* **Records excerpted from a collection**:
• • • • • • •

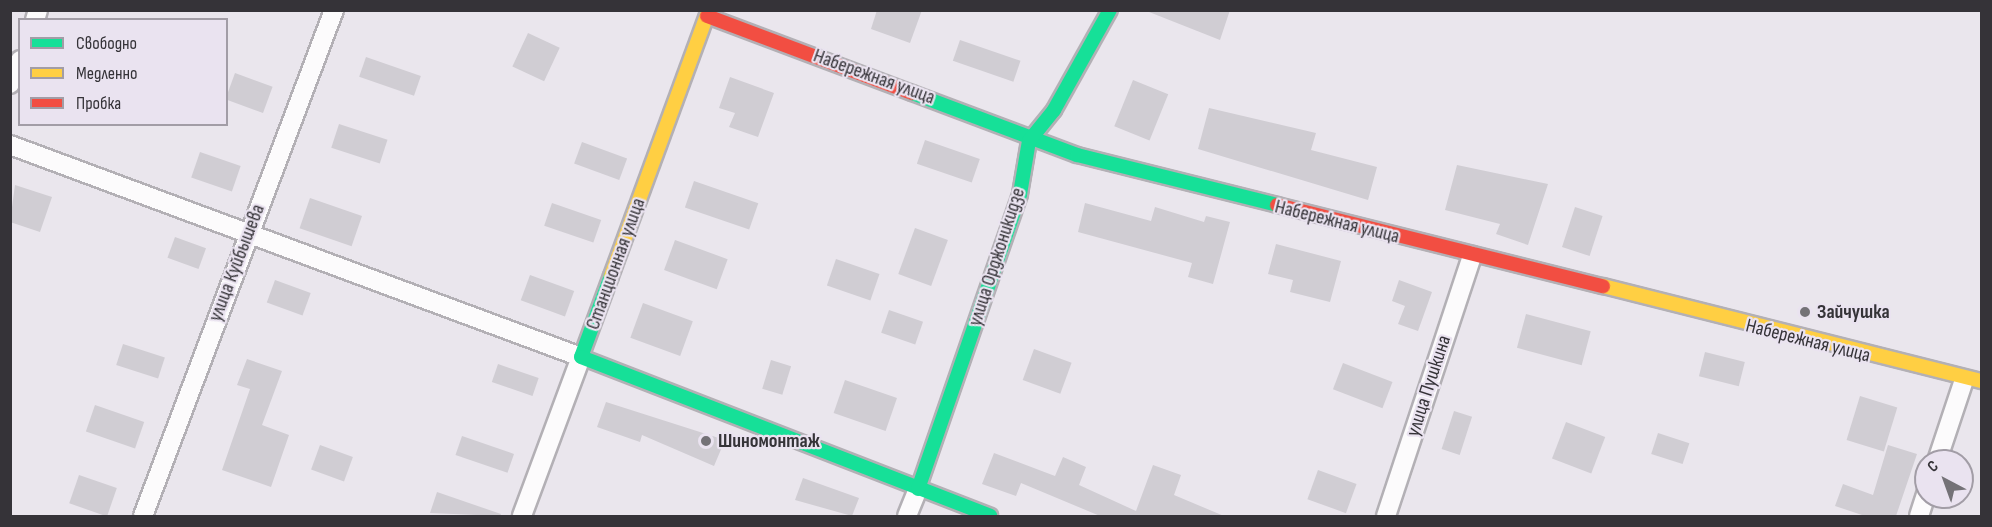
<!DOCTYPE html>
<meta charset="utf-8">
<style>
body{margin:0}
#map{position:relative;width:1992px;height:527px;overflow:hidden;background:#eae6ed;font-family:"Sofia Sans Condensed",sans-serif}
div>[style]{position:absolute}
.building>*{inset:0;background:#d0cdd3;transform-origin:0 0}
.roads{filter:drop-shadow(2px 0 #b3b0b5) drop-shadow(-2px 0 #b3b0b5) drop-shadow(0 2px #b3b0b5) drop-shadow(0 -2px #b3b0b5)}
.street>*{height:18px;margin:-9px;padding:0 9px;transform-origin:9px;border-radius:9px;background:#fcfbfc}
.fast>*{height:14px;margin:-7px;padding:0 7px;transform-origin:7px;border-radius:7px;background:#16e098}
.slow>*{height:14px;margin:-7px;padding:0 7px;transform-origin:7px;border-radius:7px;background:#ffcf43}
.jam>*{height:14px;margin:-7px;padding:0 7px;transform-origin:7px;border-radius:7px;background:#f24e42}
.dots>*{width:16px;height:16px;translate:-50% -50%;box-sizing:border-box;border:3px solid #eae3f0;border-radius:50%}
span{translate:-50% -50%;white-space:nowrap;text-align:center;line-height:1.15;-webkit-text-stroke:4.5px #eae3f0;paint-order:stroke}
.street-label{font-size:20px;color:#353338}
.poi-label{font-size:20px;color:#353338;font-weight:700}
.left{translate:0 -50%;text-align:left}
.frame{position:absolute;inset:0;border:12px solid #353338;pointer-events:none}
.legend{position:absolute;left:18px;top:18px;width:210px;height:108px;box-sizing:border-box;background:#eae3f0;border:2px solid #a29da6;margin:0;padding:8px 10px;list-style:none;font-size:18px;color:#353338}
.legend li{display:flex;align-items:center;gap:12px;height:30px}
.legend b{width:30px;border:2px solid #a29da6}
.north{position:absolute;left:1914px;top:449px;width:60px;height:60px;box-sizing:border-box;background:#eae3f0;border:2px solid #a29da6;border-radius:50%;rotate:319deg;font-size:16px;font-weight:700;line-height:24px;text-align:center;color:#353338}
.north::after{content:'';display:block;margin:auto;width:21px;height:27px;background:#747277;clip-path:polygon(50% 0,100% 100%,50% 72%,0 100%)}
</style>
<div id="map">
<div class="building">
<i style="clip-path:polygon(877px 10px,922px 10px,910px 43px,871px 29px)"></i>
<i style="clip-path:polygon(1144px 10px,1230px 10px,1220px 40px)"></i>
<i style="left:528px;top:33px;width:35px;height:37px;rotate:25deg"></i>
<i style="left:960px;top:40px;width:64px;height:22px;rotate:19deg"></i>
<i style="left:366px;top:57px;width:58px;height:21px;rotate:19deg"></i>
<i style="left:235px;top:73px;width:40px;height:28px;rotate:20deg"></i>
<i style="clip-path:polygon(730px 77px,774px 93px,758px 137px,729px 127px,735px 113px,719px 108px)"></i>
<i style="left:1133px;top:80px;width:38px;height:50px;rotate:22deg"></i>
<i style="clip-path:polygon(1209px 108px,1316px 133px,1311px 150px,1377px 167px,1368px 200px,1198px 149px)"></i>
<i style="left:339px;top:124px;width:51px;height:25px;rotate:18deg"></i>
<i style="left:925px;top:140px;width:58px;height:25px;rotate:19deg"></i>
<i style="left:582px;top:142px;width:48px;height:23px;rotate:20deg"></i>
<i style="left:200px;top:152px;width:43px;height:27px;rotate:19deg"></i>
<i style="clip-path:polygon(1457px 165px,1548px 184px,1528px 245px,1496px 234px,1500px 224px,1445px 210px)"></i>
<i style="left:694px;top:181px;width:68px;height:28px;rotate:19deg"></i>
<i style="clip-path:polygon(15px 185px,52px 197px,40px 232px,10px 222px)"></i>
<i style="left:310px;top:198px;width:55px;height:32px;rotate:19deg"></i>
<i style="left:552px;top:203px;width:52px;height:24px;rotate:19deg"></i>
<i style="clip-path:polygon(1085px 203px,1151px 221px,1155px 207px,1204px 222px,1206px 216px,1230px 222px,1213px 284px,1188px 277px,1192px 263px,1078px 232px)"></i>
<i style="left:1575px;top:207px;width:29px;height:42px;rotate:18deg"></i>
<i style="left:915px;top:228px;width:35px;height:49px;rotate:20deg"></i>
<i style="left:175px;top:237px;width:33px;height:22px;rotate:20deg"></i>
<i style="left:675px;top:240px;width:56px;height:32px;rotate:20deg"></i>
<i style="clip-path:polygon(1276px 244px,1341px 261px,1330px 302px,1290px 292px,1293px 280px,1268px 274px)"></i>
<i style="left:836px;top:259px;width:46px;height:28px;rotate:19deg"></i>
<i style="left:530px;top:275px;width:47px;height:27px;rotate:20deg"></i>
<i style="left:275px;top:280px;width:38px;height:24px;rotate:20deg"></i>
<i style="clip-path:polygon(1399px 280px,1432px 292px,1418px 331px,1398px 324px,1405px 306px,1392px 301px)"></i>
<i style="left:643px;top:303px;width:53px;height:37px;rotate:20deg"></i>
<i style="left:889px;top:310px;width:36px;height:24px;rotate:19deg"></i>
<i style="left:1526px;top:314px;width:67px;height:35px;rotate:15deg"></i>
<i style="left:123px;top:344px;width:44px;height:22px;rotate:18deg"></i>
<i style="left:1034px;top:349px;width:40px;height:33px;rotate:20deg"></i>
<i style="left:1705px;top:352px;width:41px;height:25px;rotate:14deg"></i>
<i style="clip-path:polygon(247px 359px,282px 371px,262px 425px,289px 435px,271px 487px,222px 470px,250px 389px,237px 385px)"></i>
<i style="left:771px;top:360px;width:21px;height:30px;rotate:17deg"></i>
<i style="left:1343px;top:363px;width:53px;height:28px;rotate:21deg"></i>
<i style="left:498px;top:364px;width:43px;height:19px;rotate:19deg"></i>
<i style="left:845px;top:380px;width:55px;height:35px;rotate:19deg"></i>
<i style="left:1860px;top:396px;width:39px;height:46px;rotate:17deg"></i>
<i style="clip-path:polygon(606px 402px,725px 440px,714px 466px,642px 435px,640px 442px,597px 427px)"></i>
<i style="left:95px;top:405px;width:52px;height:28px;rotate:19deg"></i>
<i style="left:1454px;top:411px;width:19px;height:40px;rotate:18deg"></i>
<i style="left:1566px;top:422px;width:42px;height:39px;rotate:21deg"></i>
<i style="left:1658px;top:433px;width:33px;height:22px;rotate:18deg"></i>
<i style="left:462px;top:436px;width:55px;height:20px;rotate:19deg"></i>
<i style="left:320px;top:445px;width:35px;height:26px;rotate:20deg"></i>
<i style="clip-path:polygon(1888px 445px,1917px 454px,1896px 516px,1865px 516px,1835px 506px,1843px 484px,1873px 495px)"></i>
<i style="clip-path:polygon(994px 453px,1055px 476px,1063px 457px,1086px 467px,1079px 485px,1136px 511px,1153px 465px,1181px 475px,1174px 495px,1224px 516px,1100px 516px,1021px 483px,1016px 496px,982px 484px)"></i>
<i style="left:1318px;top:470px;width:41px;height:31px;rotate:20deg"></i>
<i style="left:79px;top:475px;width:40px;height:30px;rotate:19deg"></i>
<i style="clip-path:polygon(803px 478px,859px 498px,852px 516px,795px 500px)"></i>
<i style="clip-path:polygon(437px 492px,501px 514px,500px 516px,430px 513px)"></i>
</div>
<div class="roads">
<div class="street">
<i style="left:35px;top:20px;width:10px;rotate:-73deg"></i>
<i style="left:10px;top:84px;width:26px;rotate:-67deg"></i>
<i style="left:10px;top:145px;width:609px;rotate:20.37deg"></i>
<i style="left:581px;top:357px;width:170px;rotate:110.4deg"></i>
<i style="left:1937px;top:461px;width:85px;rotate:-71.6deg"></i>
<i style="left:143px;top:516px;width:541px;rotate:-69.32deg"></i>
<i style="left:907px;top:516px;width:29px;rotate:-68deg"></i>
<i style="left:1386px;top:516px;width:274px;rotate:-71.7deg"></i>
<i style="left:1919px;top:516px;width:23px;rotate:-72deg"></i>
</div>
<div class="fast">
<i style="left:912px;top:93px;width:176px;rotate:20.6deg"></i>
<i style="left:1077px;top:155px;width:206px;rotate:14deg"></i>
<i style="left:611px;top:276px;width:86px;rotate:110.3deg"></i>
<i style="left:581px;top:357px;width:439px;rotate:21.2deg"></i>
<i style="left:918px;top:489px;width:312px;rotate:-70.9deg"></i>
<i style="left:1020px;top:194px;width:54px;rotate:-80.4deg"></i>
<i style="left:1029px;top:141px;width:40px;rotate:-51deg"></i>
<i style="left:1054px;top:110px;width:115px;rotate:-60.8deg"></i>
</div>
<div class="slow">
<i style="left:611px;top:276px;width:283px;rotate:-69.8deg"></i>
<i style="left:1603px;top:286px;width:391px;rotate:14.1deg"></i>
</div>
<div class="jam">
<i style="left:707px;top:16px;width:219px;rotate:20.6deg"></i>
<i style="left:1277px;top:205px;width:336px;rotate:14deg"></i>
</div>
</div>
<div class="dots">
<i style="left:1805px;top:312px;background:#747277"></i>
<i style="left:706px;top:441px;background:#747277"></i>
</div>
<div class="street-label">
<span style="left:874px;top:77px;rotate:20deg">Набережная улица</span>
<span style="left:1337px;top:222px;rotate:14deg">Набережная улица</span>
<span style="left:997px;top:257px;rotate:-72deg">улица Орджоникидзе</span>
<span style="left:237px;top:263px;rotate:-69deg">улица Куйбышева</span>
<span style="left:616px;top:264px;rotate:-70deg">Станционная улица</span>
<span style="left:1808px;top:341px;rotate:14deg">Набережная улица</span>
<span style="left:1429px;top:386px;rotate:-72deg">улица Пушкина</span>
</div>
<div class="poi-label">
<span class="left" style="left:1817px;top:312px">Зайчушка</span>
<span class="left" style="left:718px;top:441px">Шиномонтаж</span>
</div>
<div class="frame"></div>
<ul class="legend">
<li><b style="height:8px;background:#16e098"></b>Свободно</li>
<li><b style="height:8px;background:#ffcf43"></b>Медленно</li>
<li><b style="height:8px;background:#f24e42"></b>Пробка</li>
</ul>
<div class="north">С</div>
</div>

• • • • • • •

* **Task requirements**: Could you copy, exactly and with no pictures, each line from the first one above to the line holding "0 #b3b0b5) drop-shadow(-2px"?

* **Problem solution**:
<!DOCTYPE html>
<meta charset="utf-8">
<style>
body{margin:0}
#map{position:relative;width:1992px;height:527px;overflow:hidden;background:#eae6ed;font-family:"Sofia Sans Condensed",sans-serif}
div>[style]{position:absolute}
.building>*{inset:0;background:#d0cdd3;transform-origin:0 0}
.roads{filter:drop-shadow(2px 0 #b3b0b5) drop-shadow(-2px 0 #b3b0b5) drop-shadow(0 2px #b3b0b5) drop-shadow(0 -2px #b3b0b5)}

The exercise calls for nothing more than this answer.